Pour l'électeur de gauche modérée, le plus dur hier soir n'était pas d'accepter la prévisible victoire de Nicolas Sarkozy mais bien de constater que les bons vieux réflexes du parti socialiste sont mieux rodés encore que sa capacité à prendre des toises électorales.
Alors que Ségolène Royal privilégiait le dynamisme du renouveau - basé sur le soutien de près de 17 millions d'électeurs - dès 20H02 Dominique Strauss-Kahn étalait un visage consterné (et consternant) sur le plateau de France 2. Certes le parti socialiste perd pour la troisième fois une élection présidentielle et la gauche est faible. Et DSK ne fait pas autre chose que rappeler ses fondamentaux politiques - la transformation du PS en parti social-démocrate, pro-européen et plus libéral économiquement - et se poser en homme de recours. Retour vers les primaires du PS, avec un Laurent Fabius qui a évoqué " la désorientation politique" du parti, critiquant de manière à peine voilée les démarches d'ouverture au centre de Ségolène Royal. Sur les mêmes plateaux, Julien Dray, Jean-Louis Bianco ou Arnaud Montebourg jouaient les fidèles lieutenant du major Royal, pariant sur l'engouement suscité par la candidate pour rénover le parti - et en tirer profit dans un avenir pas spécialement proche manifestement. Pendant que le parti le plus déprimant du paysage politique renouait devant des millions de téléspectateurs avec sa culture du réseau, les hiérarques de droite tout sourire y allaient de leur conseil presque sympa sur le mode " allez les gars, nous aussi on est passé par là c'est difficile bien sur mais vous avez cinq ans pour vous refaire la cerise".
Le parti socialiste leurré par son succès de 2004 aux régionales n'a en effet jamais osé la transformation que le 21 avril 2002 et le
referendum sur le TCE qui le coupa en deux nécessitaient pourtant.

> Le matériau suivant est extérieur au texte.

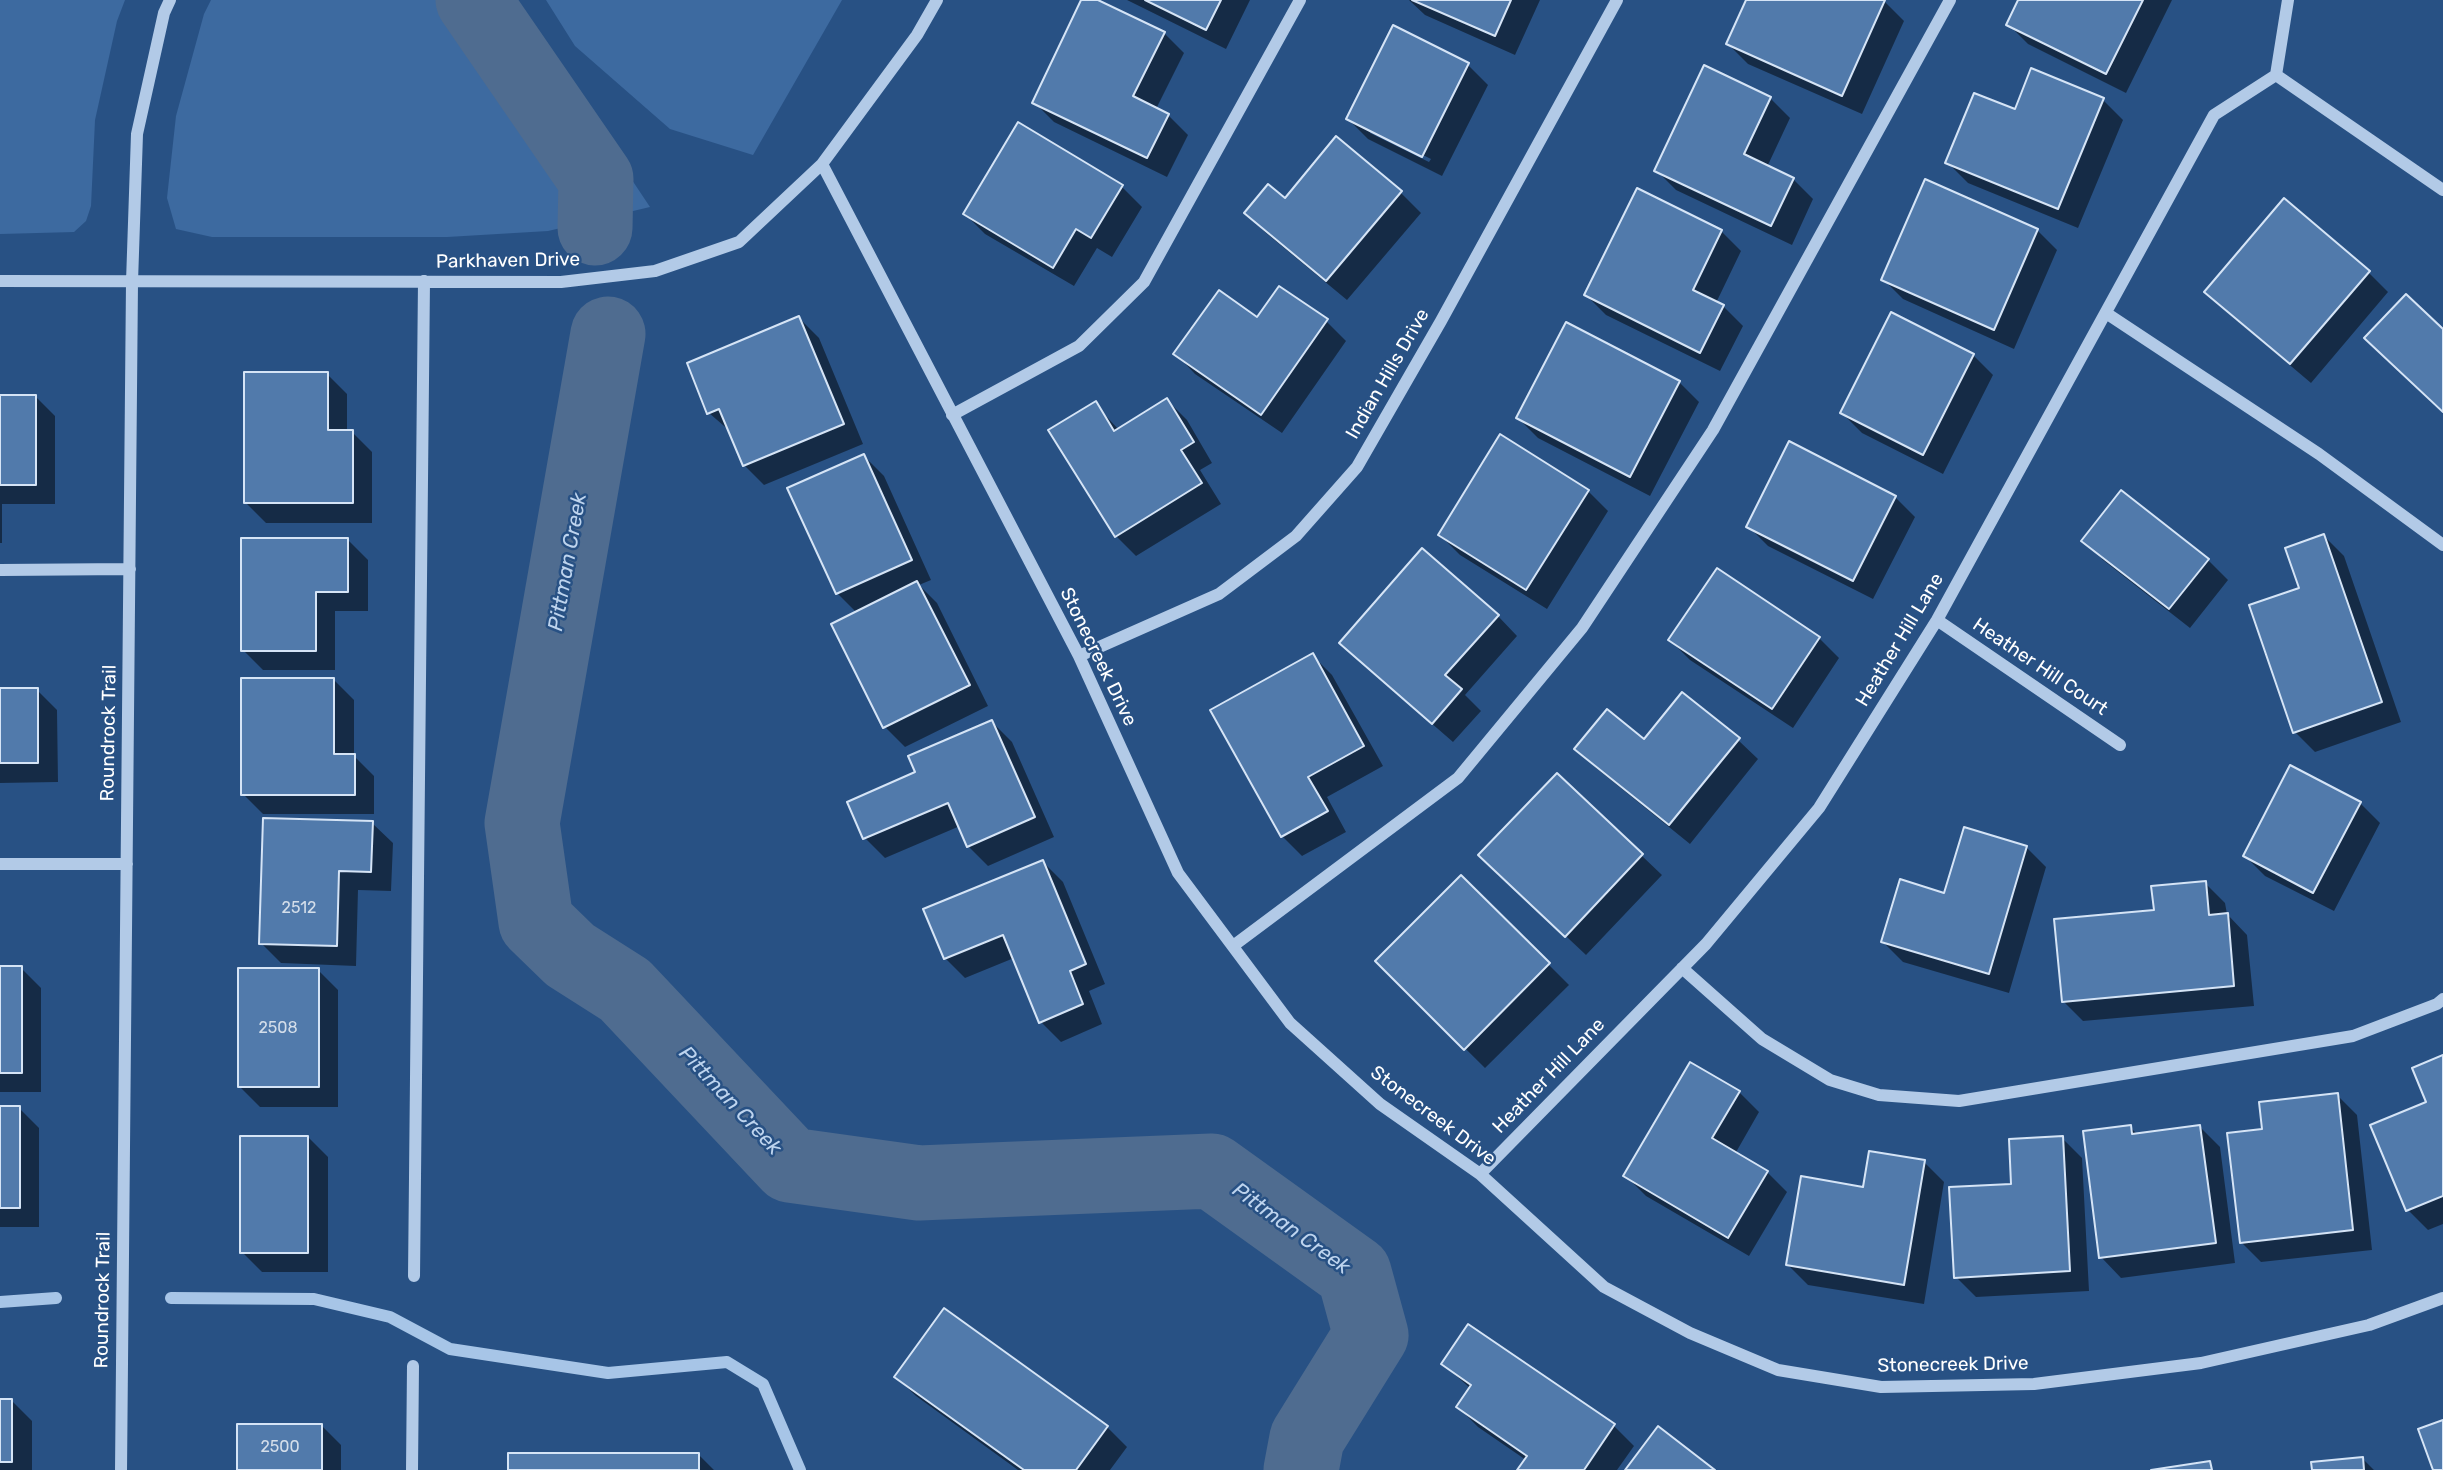 <!DOCTYPE html>
<html>
<head>
<meta charset="utf-8">
<style>
	body { margin:0 }
	canvas { display:block; background:#285184 }
</style>
</head>
<body>
<canvas width="2443" height="1470"></canvas>
<script>
const ctx = document.querySelector('canvas').getContext('2d');
ctx.lineJoin = 'round';
function paint(path, color) { ctx.fillStyle = color; ctx.fill(path, 'evenodd'); }
function strokePath(path, color, width, dash) { ctx.strokeStyle = color; ctx.lineWidth = width; ctx.lineCap = dash ? 'butt' : 'round'; ctx.setLineDash(dash || []); ctx.stroke(path); }
function label(font, color, halo, rows, align = 'center') {
  ctx.font = font + ' Rubik,sans-serif'; ctx.lineWidth = 5; ctx.setLineDash([]); ctx.textBaseline = 'middle'; ctx.strokeStyle = halo; ctx.fillStyle = color; for (const [text, x, y, turn = 0] of rows) {
    ctx.save(); ctx.translate(x, y); ctx.rotate((+turn || 0) * Math.PI / 180); ctx.textAlign = isNaN(turn) ? turn : align; if (halo) ctx.strokeText(text, 0, 0); ctx.fillText(text, 0, 0); ctx.restore();
  }
}
paint(new Path2D(`
	M0,0H125L117,21L95,120L91,206L86,221L74,232L0,234Z
	M211,0H512L650,207L548,231L447,237H212L176,229L167,198L176,116L204,14Z
	M546,0H842L753,155L670,129L575,46Z`), '#3d6aa0');
paint(new Path2D(`
	M1083,0H1094L1164,33L1184,53L1156,109L1168,115L1188,135L1167,177L1054,122L1034,102Z
	M1127,0H1250L1226,49Z
	M1409,0H1540L1515,55L1425,15Z
	M1748,0H1883L1904,21L1862,114L1748,64L1728,44Z
	M2020,0H2172L2126,93L2028,44L2008,24Z
	M1468,65L1488,85L1442,176L1368,139L1348,119ZM1370,129L1431,159L1429,162L1370,133Z
	M1704,68L1770,98L1790,118L1767,167L1793,179L1813,199L1792,245L1676,190L1656,170Z
	M2032,70L2103,100L2123,120L2078,228L1968,183L1948,163L2015,112Z
	M1019,125L1122,187L1142,207L1112,257L1097,248L1074,286L985,234L965,214Z
	M1337,139L1401,193L1421,213L1347,300L1266,233L1246,213L1285,201Z
	M2037,230L2057,250L2014,349L1903,299L1883,279Z
	M1721,231L1741,251L1716,303L1723,306L1743,326L1720,371L1606,315L1586,295Z
	M2368,272L2388,292L2311,383L2227,312L2207,292Z
	M1892,314L1973,355L1993,375L1943,474L1862,433L1842,413Z
	M799,318L819,338L863,444L764,485L744,465L731,432L709,413Z
	M1258,319L1326,321L1346,341L1282,433L1195,374L1176,354Z
	M327,374L347,394V432H352L372,452V523H266L246,503Z
	M1679,382L1699,402L1650,496L1538,438L1518,418Z
	M0,396H35L55,416V504H2V543H0Z
	M1167,400L1187,420L1212,463L1200,470L1221,504L1136,556L1116,536L1095,404L1119,430Z
	M864,456L884,476L931,580L919,585L937,603L988,706L905,747L885,727L857,613L837,593Z
	M1588,491L1608,511L1547,609L1460,555L1440,535Z
	M1895,497L1915,517L1873,599L1768,546L1748,526Z
	M2324,536L2344,556L2401,722L2315,752L2295,732L2302,589Z
	M348,540L368,560V611H335V670H263L243,650Z
	M2084,540L2208,560L2228,580L2190,628L2103,560Z
	M1498,616L1517,636L1465,695L1481,711L1453,742L1361,662Z
	M1819,638L1839,658L1793,728L1690,660L1670,640Z
	M1312,655L1332,675L1383,766L1327,797L1346,832L1302,856L1282,836Z
	M334,680L354,700V756L374,776V814H263L243,794Z
	M0,690H37L57,710L58,782L0,783Z
	M992,722L1012,742L1054,837L988,866L968,846L960,826L885,858L865,838L850,803L917,773Z
	M1738,740L1758,759L1690,844L1596,768L1577,748L1644,741Z
	M1557,775L1662,875L1586,955L1501,875Z
	M2360,803L2380,823L2334,911L2265,876L2245,856Z
	M372,823L393,843L391,891L358,890L356,966L281,963L261,943Z
	M2026,847L2046,867L2009,993L1903,962L1883,942Z
	M1043,862L1063,882L1105,984L1089,991L1102,1024L1061,1042L1041,1022L1014,958L965,978L945,958Z
	M1461,877L1569,985L1485,1068L1377,961Z
	M2205,883L2225,903L2227,914L2247,935L2254,1006L2083,1021L2063,1001L2156,912Z
	M0,968H21L41,988V1092H0Z
	M318,970L338,990V1107H260L240,1087Z
	M2443,1057V1224L2428,1230L2408,1210L2372,1126L2428,1103Z
	M1739,1092L1759,1112L1735,1154L1767,1172L1787,1192L1749,1256L1646,1196L1626,1176Z
	M2337,1095L2357,1115L2372,1250L2261,1262L2241,1242Z
	M0,1108H19L39,1128V1227H0Z
	M2130,1127L2138,1135L2200,1127L2220,1147L2235,1263L2121,1278L2101,1257Z
	M308,1137L328,1157V1272H262L242,1252Z
	M2062,1138L2082,1158L2089,1291L1976,1297L1956,1277L2013,1186Z
	M1924,1162L1944,1182L1924,1304L1808,1285L1788,1265L1865,1189Z
	M1468,1327L1614,1426L1634,1446L1617,1470H1520L1526,1460L1478,1427L1458,1407L1471,1389L1443,1364Z
	M896,1377L1107,1427L1127,1447L1110,1470H1018L916,1396Z
	M0,1401H12L32,1421V1470H0Z
	M321,1425L341,1445V1470H239Z
	M699,1455L714,1470H509Z
	M2362,1458L2374,1470H2314Z`), '#0007');
strokePath(new Path2D(`
	M171,1298L314,1299L390,1317L450,1349L608,1373L727,1362L763,1384L800,1470
	M0,1302L56,1298`), '#a7c5e7', 12);
strokePath(new Path2D(`
	M473,0L596,179L595,228
	M608,334L522,823L536,922L570,955L625,990L790,1165L919,1183L1212,1171L1354,1273L1371,1335L1307,1438L1301,1470`), '#4f6c90', 75);
const building = new Path2D(`
	M1081,0H1098L1165,32L1133,96L1169,114L1147,158L1032,103Z
	M1145,0H1221L1206,30Z
	M1412,0H1511L1495,36Z
	M1746,0H1885L1842,96L1726,44Z
	M2018,0H2143L2106,74L2006,25Z
	M1393,25L1469,63L1422,157L1346,119Z
	M1704,65L1771,97L1744,154L1794,178L1771,226L1654,171Z
	M2031,68L2104,98L2058,209L1945,163L1974,93L2015,109Z
	M1018,122L1123,185L1091,238L1076,229L1053,268L963,214Z
	M1336,136L1402,191L1326,281L1244,213L1268,184L1285,198Z
	M1925,179L2038,229L1994,330L1881,280Z
	M1637,188L1722,230L1693,290L1724,305L1700,353L1584,295Z
	M2284,198L2370,271L2290,364L2204,292Z
	M1279,286L1328,319L1261,415L1173,354L1219,290L1257,317Z
	M2406,294L2443,329V412L2364,338Z
	M1891,312L1974,354L1923,455L1840,413Z
	M799,316L844,424L743,466L719,409L707,414L687,363Z
	M1566,322L1680,381L1630,477L1516,418Z
	M244,372H328V430H353V503H244Z
	M0,395H36V485H0Z
	M1167,398L1194,442L1181,450L1202,483L1115,537L1048,430L1096,401L1114,431Z
	M1500,434L1589,490L1526,590L1438,535Z
	M1789,441L1896,496L1853,581L1746,527Z
	M864,454L912,560L836,594L787,488Z
	M2121,490L2209,559L2169,609L2081,541Z
	M2324,534L2382,702L2293,733L2249,605L2299,588L2285,548Z
	M241,538H348V592H316V651H241Z
	M1422,548L1499,615L1445,675L1462,689L1432,724L1339,643Z
	M1717,568L1820,637L1772,709L1668,640Z
	M917,581L970,685L883,728L831,624Z
	M1313,653L1364,746L1308,777L1328,811L1281,837L1210,710Z
	M241,678H334V754H355V795H241Z
	M0,688H38V763H0Z
	M1682,692L1740,738L1669,825L1574,749L1607,709L1644,739Z
	M992,720L1035,817L967,847L948,803L863,839L847,802L915,772L908,756Z
	M2290,765L2361,802L2313,893L2243,856Z
	M1557,773L1643,854L1565,937L1478,855Z
	M263,818L373,821L371,872L339,871L337,946L259,944Z
	M1964,827L2027,846L1989,974L1881,942L1900,879L1944,893Z
	M1043,860L1086,964L1070,971L1083,1004L1039,1023L1003,935L944,959L923,909Z
	M1461,875L1550,963L1464,1050L1375,961Z
	M2206,881L2209,915L2228,913L2234,986L2062,1002L2054,919L2154,910L2151,886Z
	M0,966H22V1073H0Z
	M238,968H319V1087H238Z
	M2443,1055V1196L2406,1211L2370,1125L2426,1102L2412,1068Z
	M1690,1062L1740,1091L1712,1138L1768,1171L1728,1238L1623,1176Z
	M2338,1093L2353,1230L2240,1243L2227,1133L2262,1129L2259,1102Z
	M0,1106H20V1208H0Z
	M2131,1125L2132,1134L2200,1125L2216,1243L2099,1258L2083,1131Z
	M240,1136H308V1253H240Z
	M2063,1136L2070,1271L1954,1278L1949,1187L2011,1184L2009,1139Z
	M1869,1151L1925,1160L1904,1285L1786,1265L1801,1176L1863,1187Z
	M944,1308L1108,1426L1076,1470H1024L894,1377Z
	M1468,1324L1615,1424L1584,1470H1517L1527,1456L1456,1407L1471,1385L1441,1364Z
	M0,1399H12V1462H0Z
	M2443,1420V1470H2433L2418,1429Z
	M237,1424H322V1470H237Z
	M1658,1426L1715,1470H1625Z
	M508,1453H699V1470H508Z
	M2363,1457L2364,1470H2312L2311,1462Z
	M2210,1461L2212,1470H2151Z`);
paint(building, '#517aab');
strokePath(building, '#d5e4f6', 2);
strokePath(new Path2D(`
	M2276,75L2443,190
	M822,164L1079,656L1178,873L1290,1023L1380,1104L1480,1174L1604,1287L1690,1333L1778,1370L1881,1387L2034,1384L2201,1363L2369,1325L2443,1298
	M0,281L561,282L655,271L739,242L822,164L917,35L937,0
	M2106,313L2319,454L2443,545
	M952,415L1079,346L1144,282L1300,0
	M0,570L130,569
	M1937,620L2120,745
	M1079,656L1219,594L1296,536L1357,467L1441,321L1617,0
	M0,864H127
	M1233,946L1458,778L1582,628L1713,430L1950,0
	M1682,968L1762,1039L1830,1080L1879,1095L1959,1101L2353,1036L2437,1004L2443,999
	M1480,1174L1706,944L1819,808L1937,620L2214,115L2276,75L2288,0
	M414,1276L424,281
	M121,1470L132,282L137,134L164,13L170,0
	M412,1470L413,1366`), '#b2cae7', 12);
label('16px', '#d4deea', null, [
	["2512",299,908],
	["2508",278,1028],
	["2500",280,1447]
]);
label('19px', '#fff', '#285184', [
	["Parkhaven Drive",508,261,-1],
	["Indian Hills Drive",1388,374,-60],
	["Heather Hill Lane",1900,640,-59],
	["Stonecreek Drive",1098,657,64],
	["Heather Hill Court",2040,667,34],
	["Roundrock Trail",109,733,-89],
	["Heather Hill Lane",1549,1076,-46],
	["Stonecreek Drive",1433,1116,37],
	["Roundrock Trail",103,1300,-89],
	["Stonecreek Drive",1953,1365,-1]
]);
label('italic 21px', '#bed4ee', '#285184', [
	["Pittman Creek",568,562,-80],
	["Pittman Creek",730,1101,47],
	["Pittman Creek",1291,1229,36]
]);
</script>
</body>
</html>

Au parti socialiste on trouve des antilibéraux nonistes aussi bien que des socio-libéraux, les premiers ayant autant de points communs avec l'extrême gauche que les deuxièmes avec l'UDF. Le parti socialiste est déstructuré, il attend son maitre : personne ne va trop disputer à François Hollande son statut de chef militaire pour la prochaine défaite de juin. Ensuite, le parti pourra tranquillement pratiquer l'étripage en famille en se demandant qui sera son prochain francois Mitterrand et quel sera le sens du nouveau Congrès d'Epinay. Le congrès qui lança la rénovation mitterrandienne d'union de la gauche. C'est l'histoire d'un parti qui n'a plus que des mythes. Epinay c'était en 1971, Mitterrand fut élu dix ans plus tard. Et cette fois ?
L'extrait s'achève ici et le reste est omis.